Los factores que influyen en el reconocimiento facial son: la ausencia de iluminación, el cambio de pose, el envejecimiento, la cirugía plástica, el consumo excesivo de drogas y los cosméticos.

Existe software, como el FacePRO, que ofrece procesamiento y reconocimiento en tiempo real, de alta precisión incluso en entornos difíciles, con hasta 20 cámaras de reconocimiento facial por servidor y búsquedas de alta velocidad de hasta 30.000 rostros registrados. También existen aplicaciones para el móvil, como FaceFirst, que permite el reconocimiento facial a distancia, muy útil para las FCSE, ya que permite la identificación instantánea manteniéndose la distancia de seguridad.

Según publicación en el BOE de 8 de julio de 2021, la Dirección General de Policía tiene la intención de incorporar capacidades de identificación y verificación biométrica a los procesos de expedición del DNIe y del pasaporte electrónico, permitiendo la identificación a los españoles mediante sus características biométricas faciales y dactilares.

Con respecto a los controles de acceso con reconocimiento facial, existen varias técnicas utilizadas por los malos para conseguir el acceso:

  • Mediante una fotografía.
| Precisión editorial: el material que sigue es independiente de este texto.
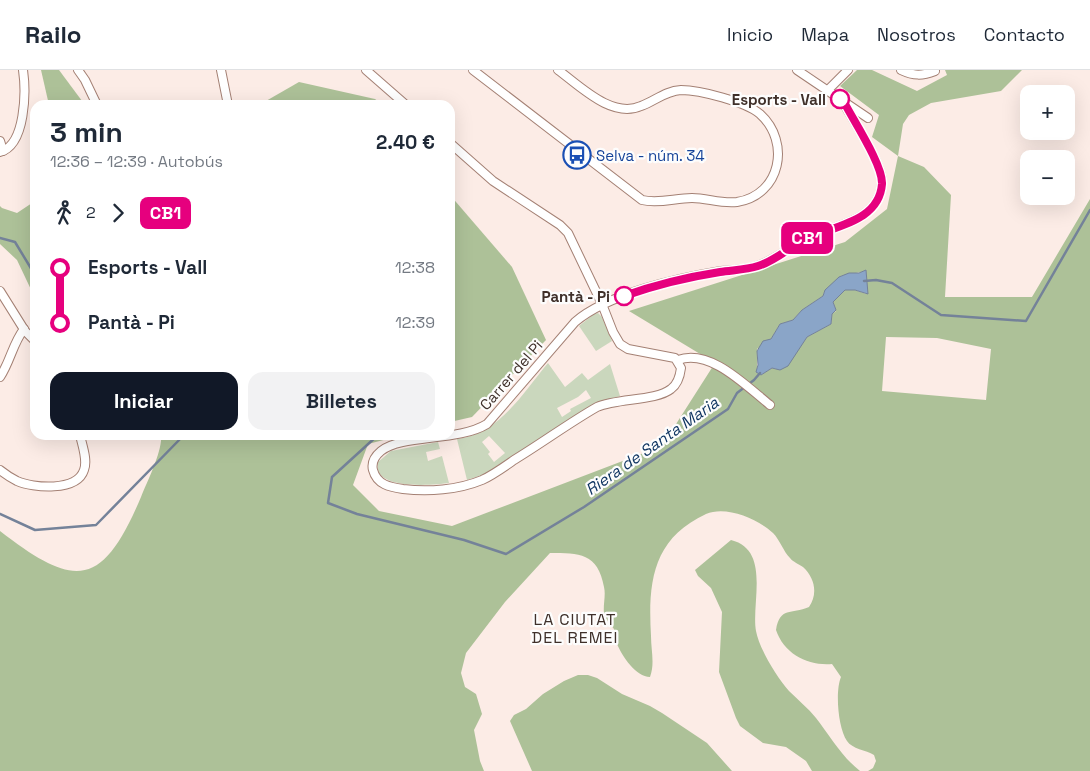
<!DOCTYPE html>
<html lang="es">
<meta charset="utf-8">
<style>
body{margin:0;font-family:"Space Grotesk",sans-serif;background:#f2f2f3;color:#1f2937;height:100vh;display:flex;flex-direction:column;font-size:19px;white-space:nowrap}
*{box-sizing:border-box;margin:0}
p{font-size:16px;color:#747a83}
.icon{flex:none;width:28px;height:28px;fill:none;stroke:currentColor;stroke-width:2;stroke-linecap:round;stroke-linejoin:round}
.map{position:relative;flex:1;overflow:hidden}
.panel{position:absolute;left:30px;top:30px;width:425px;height:340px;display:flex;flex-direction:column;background:#fff;border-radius:15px;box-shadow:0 5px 20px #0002}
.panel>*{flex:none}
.badge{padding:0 10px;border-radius:8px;font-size:18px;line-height:32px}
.tools{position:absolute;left:1020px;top:15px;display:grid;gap:10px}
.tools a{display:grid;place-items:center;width:55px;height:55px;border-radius:10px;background:#fff;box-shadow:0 5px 20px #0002;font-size:25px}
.map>.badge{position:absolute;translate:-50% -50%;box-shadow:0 0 0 2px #fff}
.legs{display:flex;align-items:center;gap:8px;height:55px;padding:0 20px;font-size:16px}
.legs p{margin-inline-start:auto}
.summary{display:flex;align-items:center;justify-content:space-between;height:85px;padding:0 20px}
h1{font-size:28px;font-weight:700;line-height:38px}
.primary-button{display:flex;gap:10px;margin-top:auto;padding:10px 20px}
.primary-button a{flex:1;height:58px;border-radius:15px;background:#111827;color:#fff;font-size:20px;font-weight:700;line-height:58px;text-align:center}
.primary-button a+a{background:#f2f2f3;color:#1f2937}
ul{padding:0 20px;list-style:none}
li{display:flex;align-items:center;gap:18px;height:55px;font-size:19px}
li i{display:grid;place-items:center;width:8px;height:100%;margin:0 6px;background:currentColor}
li i::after{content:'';width:12px;height:12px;margin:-6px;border:4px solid;border-radius:50%;background:#fff}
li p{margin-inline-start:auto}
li:first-child i{background:linear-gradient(#0000 50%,currentColor 0)}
li:last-child i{background:linear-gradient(currentColor 50%,#0000 0)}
header{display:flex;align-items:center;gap:30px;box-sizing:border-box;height:70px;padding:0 25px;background:#fff;border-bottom:1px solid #e0e1e3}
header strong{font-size:24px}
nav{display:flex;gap:28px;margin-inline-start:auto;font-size:18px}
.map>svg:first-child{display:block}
.green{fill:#cad7bd;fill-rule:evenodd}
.forest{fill:#adc198;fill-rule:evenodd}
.water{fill:#8aa5c8;stroke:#748299}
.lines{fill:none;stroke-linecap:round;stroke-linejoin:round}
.stream{stroke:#748299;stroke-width:2.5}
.minor-casing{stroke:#a48074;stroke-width:10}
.minor{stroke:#fff;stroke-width:8}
.line-1-casing{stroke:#fff;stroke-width:11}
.line-1{stroke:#e6007e;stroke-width:8}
.stop-1-dot{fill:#fff;stroke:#e6007e;stroke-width:2.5}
.labels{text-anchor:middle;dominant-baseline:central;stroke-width:4.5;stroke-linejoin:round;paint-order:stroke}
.stop-label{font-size:15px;font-weight:bold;fill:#3f302a;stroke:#fdfdfd;text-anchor:end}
.transit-label{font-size:15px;fill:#164399;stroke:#fdfdfd;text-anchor:start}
.street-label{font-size:15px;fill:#3f302a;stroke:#fdfdfd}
.water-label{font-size:16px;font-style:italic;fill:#0c325f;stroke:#fdfdfd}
.neighbourhood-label{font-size:16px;letter-spacing:1px;fill:#3f302a;stroke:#fdfdfd}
</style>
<header>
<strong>Railo</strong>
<nav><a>Inicio</a><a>Mapa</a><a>Nosotros</a><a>Contacto</a></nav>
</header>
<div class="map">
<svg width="1090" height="701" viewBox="0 0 1090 701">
<rect width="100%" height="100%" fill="#fcece6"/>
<g class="green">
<polygon points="594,244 598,243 602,247 612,271 596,281 579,256"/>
<path d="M548,293L565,317L582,303L588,310L610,294L620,326L597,333L485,404L467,410L457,369C499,364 523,323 548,293ZM586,320L591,328L570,339L571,341L562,347L557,338L578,327ZM489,366L505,383L494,392L488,384L490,382L482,372Z"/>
<path d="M438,372L440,379L426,382L428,391L442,386L449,413C434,415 371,421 378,392L391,381Z"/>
</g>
<g class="forest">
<polygon points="41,0 59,0 85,35 49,35"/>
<path d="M857,0H872L917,21L947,5L945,0H1022L1001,21L931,33L909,45L903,54L898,86L924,97L951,125L945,227H1032L1090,129V701H868L873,698L876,691L874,685C866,680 852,679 847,671C838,658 835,621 841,607L832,594C808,596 784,584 776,560C780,536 791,545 809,537C818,524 815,508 803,497C799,494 793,492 790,488C783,481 780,470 773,463C758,449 726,435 706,444C652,469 648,513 651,566C651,580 655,594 650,607C636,607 622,586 617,574C616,570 617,566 616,563C613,555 606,552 604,543C603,535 606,525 604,517C598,483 579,483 550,483L505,532L466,583L461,603L465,617L476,624L482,644L474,660L480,691L484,701H0V461C75,519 102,519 141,427C147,412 163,380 161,365H403L368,374L353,415L379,441L452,456L662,376L715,293L629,241L845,172L887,139L898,86L872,67L879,45L840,16ZM866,201L867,224L855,220H845L833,232L836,241L832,244L831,254L807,267L789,292L776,299L772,298L761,305L757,302V279L771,269L780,254L793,250L802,240L823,226L824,223L841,206ZM886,267L937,268L991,279L986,330L882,321Z"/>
<polygon points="299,12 375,29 383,35 259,35"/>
<polygon points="450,125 512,197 546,270 472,347 450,352"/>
<polygon points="35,131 35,228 17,190 0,174 0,136 2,138 17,143"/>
<path d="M731,470C771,480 751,533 756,561C759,578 777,608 789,621C798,630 808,638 816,648C830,666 841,686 860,701H812L806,691L786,677L763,673L740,656L736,648L719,602L722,542L711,518L698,506L695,500Z"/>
<polygon points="578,605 588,605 597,608 622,624 650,636 662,643 707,673 732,701 532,701 510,651 514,645 526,639 543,624 564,611"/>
</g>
<polygon class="water" points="866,200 868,224 855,220 845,220 833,232 836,240 832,244 831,254 807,267 788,296 780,300 772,298 761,305 756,302 758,295 757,281 763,271 771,269 780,254 793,250 802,240 823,226 825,220 839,207 849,203 859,203"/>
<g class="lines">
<g class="stream">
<polyline points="0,168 15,172 35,205"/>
<polyline points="864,211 876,210 892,213 941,245 1026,251 1090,140"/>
<polyline points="378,365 332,407 328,433 357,444 464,470 506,484 584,437 728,339 737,323 754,310 760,303"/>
<polyline points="0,444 35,460 96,455 184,365"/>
</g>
<g class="minor-casing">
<g id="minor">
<polyline points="78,0 85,10 97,35"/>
<polyline points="221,0 228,35"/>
<polyline points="366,0 406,35"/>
<path d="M473,0L642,130C659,134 675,128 692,128C707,128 721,134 737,132C781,125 791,72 760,44C746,32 700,20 681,20C665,21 655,31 641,36C612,49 580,16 558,0"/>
<polyline points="797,0 868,48"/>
<path d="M901,0C914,6 922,6 935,1"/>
<polyline points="827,21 848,0"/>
<polyline points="0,71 3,81"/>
<path d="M450,73L493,111L560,155L568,163L602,234L613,262L620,274L628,279L675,288L681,298C680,306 678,314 671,319C656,331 618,328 597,337C569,353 542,373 514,390C504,397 493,405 482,410C458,420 428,422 403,419C390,417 377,415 373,400C371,392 375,386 381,381C402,364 458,372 487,354L575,252C607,224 679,208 721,201C732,200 744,200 754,197C773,192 787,178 804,170C831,155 879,153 882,113C883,95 853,50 843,32"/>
<path d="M0,82C26,75 26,21 23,0"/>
<polyline points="0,221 25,261 35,271"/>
<path d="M678,290C710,278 746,316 770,335"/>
<path d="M0,307C10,292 13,273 24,259"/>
<path d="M0,400C5,404 11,408 17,411C33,418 77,422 84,400C88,390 82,375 80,365"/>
</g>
</g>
<use href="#minor" class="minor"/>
</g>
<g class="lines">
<g class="line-1-casing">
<path id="line-1" d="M624,226C655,215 688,207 720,202C732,200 746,200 758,196C775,191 788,178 804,170C831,156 879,153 882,114C883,95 853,50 844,32L840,29"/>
</g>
<use href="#line-1" class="line-1"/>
</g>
<defs>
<g id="bus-ring" transform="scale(1.4375)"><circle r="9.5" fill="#fdfdfd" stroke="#1a4fb4" stroke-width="1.5"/><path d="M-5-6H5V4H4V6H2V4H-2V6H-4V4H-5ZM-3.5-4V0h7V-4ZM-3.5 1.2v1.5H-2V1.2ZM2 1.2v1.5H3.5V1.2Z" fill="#1a4fb4"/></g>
</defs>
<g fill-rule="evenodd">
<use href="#bus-ring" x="577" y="85"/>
</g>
<g class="stop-1-dot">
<circle cx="840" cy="29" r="9"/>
<circle cx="624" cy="226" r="9"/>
</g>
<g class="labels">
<g class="stop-label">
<text x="826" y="29">Esports - Vall</text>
<text x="610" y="226">Pantà - Pi</text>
</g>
<g class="transit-label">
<text x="596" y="85">Selva - núm. 34</text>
</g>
<g class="street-label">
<text transform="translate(511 305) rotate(-49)">Carrer del Pi</text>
</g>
<g class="water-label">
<text transform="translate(652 376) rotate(-35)">Riera de Santa Maria</text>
</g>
<g class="neighbourhood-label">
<text x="575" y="549">LA CIUTAT<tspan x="575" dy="18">DEL REMEI</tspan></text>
</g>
</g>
</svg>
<div class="tools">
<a>+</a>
<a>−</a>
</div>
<b class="badge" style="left:807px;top:168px;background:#e6007e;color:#fff">CB1</b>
<section class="panel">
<div class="summary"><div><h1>3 min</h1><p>12:36 – 12:39 · Autobús</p></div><b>2.40 €</b></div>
<div class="legs"><svg class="icon" aria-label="walk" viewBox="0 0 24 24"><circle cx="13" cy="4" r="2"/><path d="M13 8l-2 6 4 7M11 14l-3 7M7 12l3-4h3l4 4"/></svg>2<svg class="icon" aria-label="forward" viewBox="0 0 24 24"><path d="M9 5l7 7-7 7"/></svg><b class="badge" style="background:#e6007e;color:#fff">CB1</b></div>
<ul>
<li><i style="color:#e6007e"></i><b>Esports - Vall</b><p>12:38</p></li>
<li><i style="color:#e6007e"></i><b>Pantà - Pi</b><p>12:39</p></li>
</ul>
<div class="primary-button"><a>Iniciar</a><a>Billetes</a></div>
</section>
</div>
Algunos sistemas son susceptibles a imágenes estáticas. Solo se tiene que averiguar el nombre de algún empleado, bajarse la fotografía de internet y mostrarla en su teléfono móvil.
  • Utilizando la información del dispositivo. Si se encuentra visible la marca y modelo pueden utilizarlo para conseguir el acceso.
  • Utilizando puertos USB visibles. Algunos dispositivos carecen de estuches de protección, dejando expuestos puertos que podrían aprovechar para obtener acceso.
  • Interceptando la comunicación entre el dispositivo y el servidor. Si la comunicación no está ni cifrada ni protegida, se podrían agregar nuevos usuarios.
  • Utilizando una “cara maestra”. Es un rostro muy común con parámetros presentes en gran cantidad de caras, por lo que el reconocimiento facial puede considerarlo como una cara real.

Para evitar, en lo posible, todo esto, se aconseja la combinación de varias tecnologías biométricas, como por ejemplo reconocimiento facial y escáner de huella dactilar, reconocimiento por voz y escáner de geometría de mano, escáner de iris y de geometría de venas. Son muchas las posibles combinaciones.

METAHUMAN

MetaHuman Creator es un software de Epic Games dirigido a crear personajes digitales con rasgos humanos de alta definición. Partimos de una amplia biblioteca de modelos de rostros de diferentes razas, colores de piel, edades, etc. Una vez elegido un modelo podremos editar los ojos, las cejas, la nariz, la boca, los dientes, la frente, el cabello, etc., permitiendo, también, el empleo del zoom para definir los poros de la piel, pecas, lunares, vello facial, etc. También nos permite trabajar con la luz, la ropa, etc. Las modificaciones que vayamos realizando se presentan en tiempo real y el resultado tiene un nivel de detalle increíble.

Una vez tengamos nuestro rostro personalizado, podemos exportarlo y, mediante Unreal Engine, proceder a la animación facial. Nuestro humano digital está preparado para añadirle audio o utilizar herramientas de captura de movimientos, como la aplicación iOS Live Link Face. Las recreaciones resultantes pueden llegar a confundirse con la realidad.

En las investigaciones por internet se utilizan herramientas para configurar perfiles ficticios en las redes sociales, como por ejemplo para subir una fotografía de perfil de alguien que no existe https://thispersondoesnotexist.com/ o para generar datos falsos https://es.fakenamegenerator.com/gen-male-au-au.php. Esto también es utilizado por los malos, siempre predispuestos a utilizar cualquier nueva tecnología para fines ilegales. Ahora, con solo registrarse tienen acceso a Metahuman, y crear videos con “a saber” qué mensaje que podrían, por lo menos, crear inquietud en las redes sociales.

Respecto a la “cara maestra”, para burlar los controles de acceso, se está investigando en cómo dotarlas de animación y recreación en 3D (¿Metahuman?).